Have you ever wondered how many types of reports are there? In Information Systems (IS) nomenclature I found the following different types of reports considered:
Standard reports – reports that are coming with a software application/package, as opposed of custom reports, reports created on customers’ request.
Ad-hoc reports – reports built usually to satisfy one-time requests, though they can easily evolve to a standard report.
Graphic reports- reports providing graphical visualization of data with the help of charts
Transactional reports (OLAP reports) – reports built in transactional systems, containing up-to-date data.
Analytic reports (OLAP reports) – reports built in an OLAP environment, containing data desynchronized from the OLTP environment, the data being refreshed on a periodic basis.
Predictive reports – reports relying on powerful DM models and predictive technique.
Parameterized reports – reports whose output is based on a set of predefined parameters.
Linked reports – reports that provide an access point to other reports.
Snapshot reports – reports that contain data retrieved at a specific point of time.
Cached reports – reports saved in order to improve the performance by reducing the number of requests to the database/report engine.

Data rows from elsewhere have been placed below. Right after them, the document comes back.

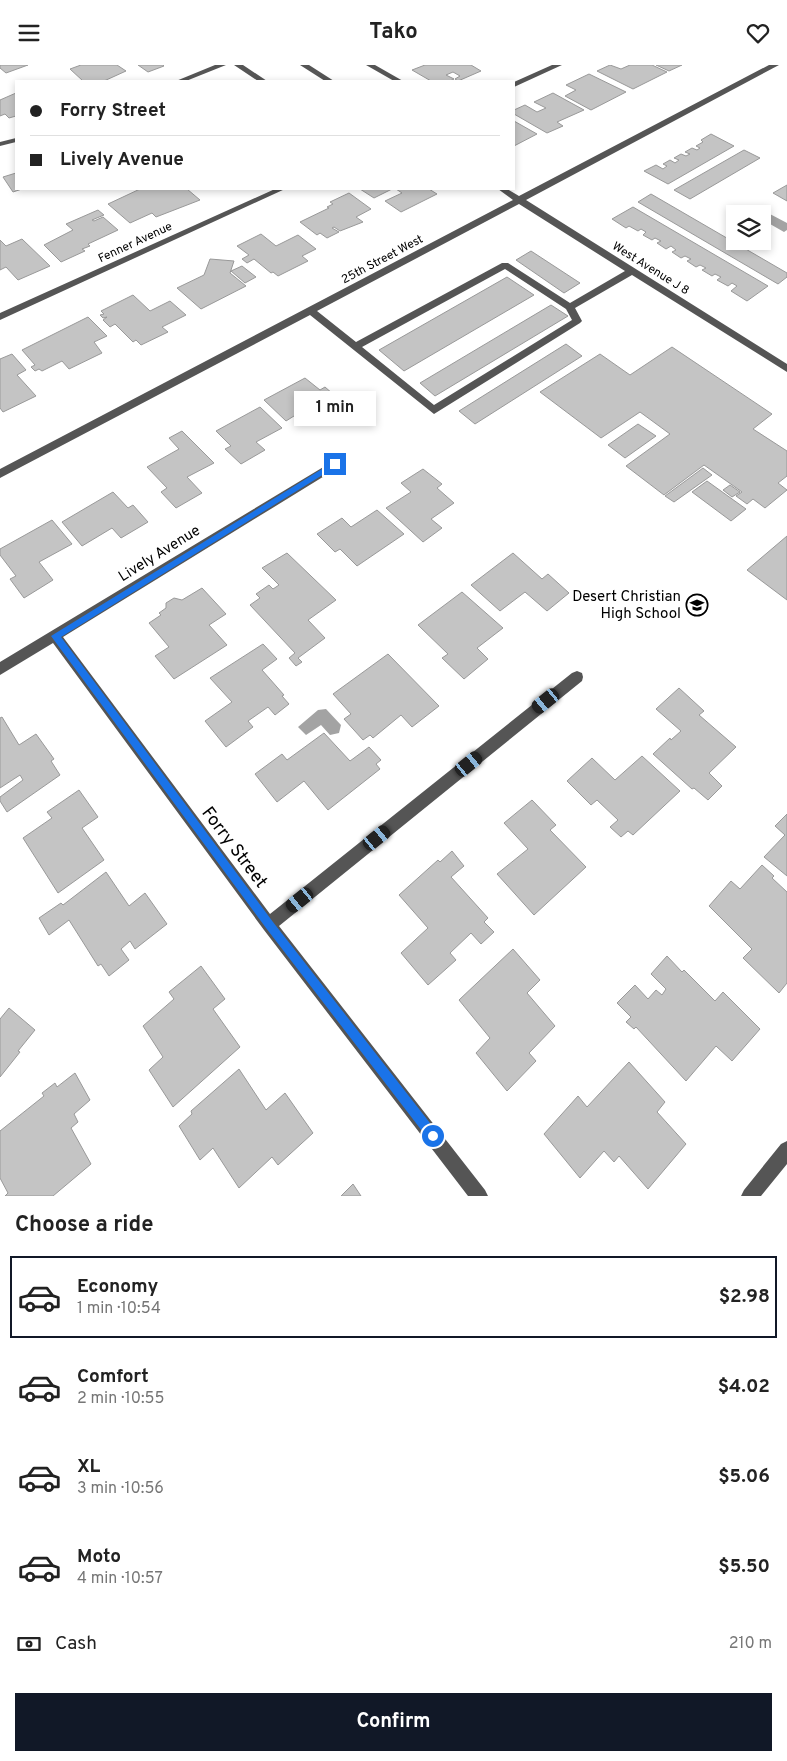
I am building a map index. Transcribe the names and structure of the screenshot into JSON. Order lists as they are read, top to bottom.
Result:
{
  "streets": {
    "street": [
      "Fenner Avenue",
      "25th Street West",
      "West Avenue J 8",
      "Lively Avenue",
      "Forry Street"
    ]
  },
  "crossings": [
    ["25th Street West", "West Avenue J 8"],
    ["Lively Avenue", "Forry Street"]
  ],
  "places": {
    "school or university": ["Desert Christian High School"]
  },
  "page": {
    "header": "Tako",
    "banner": ["Forry Street", "Lively Avenue"],
    "bubble": "1 min",
    "heading": "Choose a ride",
    "list": [
      {
        "name": "Economy",
        "note": "1 min · 10:54",
        "value": "$2.98"
      },
      {
        "name": "Comfort",
        "note": "2 min · 10:55",
        "value": "$4.02"
      },
      {
        "name": "XL",
        "note": "3 min · 10:56",
        "value": "$5.06"
      },
      {
        "name": "Moto",
        "note": "4 min · 10:57",
        "value": "$5.50"
      }
    ],
    "pay": ["Cash", "210 m"],
    "buttons": "Confirm"
  }
}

Click-through reports – reports whose display is based on interactive data selection
Drilldown reports – a set of reports on the same topic showing data at different levels of details, the navigation being made from higher to lower level of details.
Drill-through reports – reports accessible through a hyperlink from the original report.
Sub-reports – a report contained in the body of another report, allowing for example the display of parent/child or header/lines relations.
Metric-based reports – reports supposed to encompass the various types of business metrics; they can be further categorized in:
Health Metrics – reports designed to show the health of a system in terms of its usage and the adherence to the processes defined.
Growth Metrics - reports designed to show the growth of a system in terms of data, transaction or amount volume.
KPI (Key Process Indicator) reports – reports designed to measure an organization progress towards set organizational goals.
LPI (Lean Process Indicator) reports – reports designed to reflect business’ progress toward Lean Management organizational goals.
Dashboards – reports offering an eye-bird view of several key performance indicators.
Another characterization of reports can be based on the functional department for which the report is created, thus we can speak of financial reports, operational reports, sourcing reports, (global) supply chain reports, marketing reports, maintenance reports, etc.
The term of financial report might refer in special to financial statements.